As the experts have pointed out, key to the success of the Toyota supply chain was the ‘logic that pervades everything’. Increasingly, there are also signs of this equivalent trend now emerging in banking and other service sectors, in many cases linked to production planning and control, albeit improved operations performance management rather than manufacture.

In one instance, a mortgage services BPO employing a best-practice operations performance management method was so successful in improving its performance that it prompted a major client to adopt the same structure in its organisation. In another case, a BPO provider won a significant deal partly because the client was using the same process logic and was able to discuss the business requirements using a common frame of reference.

Elsewhere, some organisations are beginning to mandate that their BPO providers adopt this structured approach in the service they provide. Banks are also reporting more control and responsiveness in their relationships with their BPO providers having used the method to standardise management control and their management information (MI) systems.

The parallels with Toyota are clear. Having a common method in the adjoining stages of the end-to-end process results in the more efficient transfer of information and the management of service levels, while at the same time improving customer/supplier communication.

Using this increasingly common method, one day a leading service organisation will become so good at service operations management that it will, like Toyota, set a defining standard for others to follow, both within its own supply chain and across the whole of its industry. A capability maturity model will then emerge that is identifiable with one or (at most) a handful of service organisations, setting them apart from their competitors.

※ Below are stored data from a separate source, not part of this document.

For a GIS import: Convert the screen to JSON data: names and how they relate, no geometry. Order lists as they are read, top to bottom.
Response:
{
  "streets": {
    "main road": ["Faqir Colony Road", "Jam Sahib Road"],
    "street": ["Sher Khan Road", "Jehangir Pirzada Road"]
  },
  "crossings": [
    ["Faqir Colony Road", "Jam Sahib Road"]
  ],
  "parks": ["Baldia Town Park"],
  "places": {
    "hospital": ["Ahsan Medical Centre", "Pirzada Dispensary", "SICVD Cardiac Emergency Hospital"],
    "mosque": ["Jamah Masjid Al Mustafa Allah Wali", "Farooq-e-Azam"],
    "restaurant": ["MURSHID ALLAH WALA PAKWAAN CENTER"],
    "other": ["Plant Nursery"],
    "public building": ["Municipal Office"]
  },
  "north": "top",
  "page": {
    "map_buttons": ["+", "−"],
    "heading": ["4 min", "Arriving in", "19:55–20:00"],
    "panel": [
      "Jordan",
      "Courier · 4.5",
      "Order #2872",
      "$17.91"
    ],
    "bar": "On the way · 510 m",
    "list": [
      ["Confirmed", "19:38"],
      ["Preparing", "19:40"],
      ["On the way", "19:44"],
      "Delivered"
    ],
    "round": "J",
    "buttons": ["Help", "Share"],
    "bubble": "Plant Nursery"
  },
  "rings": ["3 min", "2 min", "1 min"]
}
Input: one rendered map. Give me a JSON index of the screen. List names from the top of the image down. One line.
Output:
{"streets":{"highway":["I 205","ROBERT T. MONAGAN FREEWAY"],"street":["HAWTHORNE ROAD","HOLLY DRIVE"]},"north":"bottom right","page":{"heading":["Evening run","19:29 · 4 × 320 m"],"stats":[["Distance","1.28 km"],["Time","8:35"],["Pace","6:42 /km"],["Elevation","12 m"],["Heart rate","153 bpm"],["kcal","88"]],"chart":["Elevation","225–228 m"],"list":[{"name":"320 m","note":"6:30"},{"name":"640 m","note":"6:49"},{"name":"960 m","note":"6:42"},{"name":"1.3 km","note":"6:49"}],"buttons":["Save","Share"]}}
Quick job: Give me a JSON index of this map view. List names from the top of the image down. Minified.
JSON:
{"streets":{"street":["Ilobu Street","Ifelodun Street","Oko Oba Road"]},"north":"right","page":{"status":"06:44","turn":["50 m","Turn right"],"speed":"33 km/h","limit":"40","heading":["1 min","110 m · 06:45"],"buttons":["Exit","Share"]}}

Just as the Toyota brand has become synonymous with operations innovation and excellence in manufacturing, one day a bank (or perhaps insurance company) will emerge to claim the crown as a leader for operations in financial services, the ‘Toyota’ of the banking world.

Neil Bentley has been helping organisations to improve their front-line operating performance for over 20 years. Originally qualified in psychology, he worked for Lucas Industries in the 1980s, gaining experience in manufacturing production management, before focusing on financial services and the public sector. He launched ActiveOps, with fellow OCP partner Richard Jeffery, in 2005.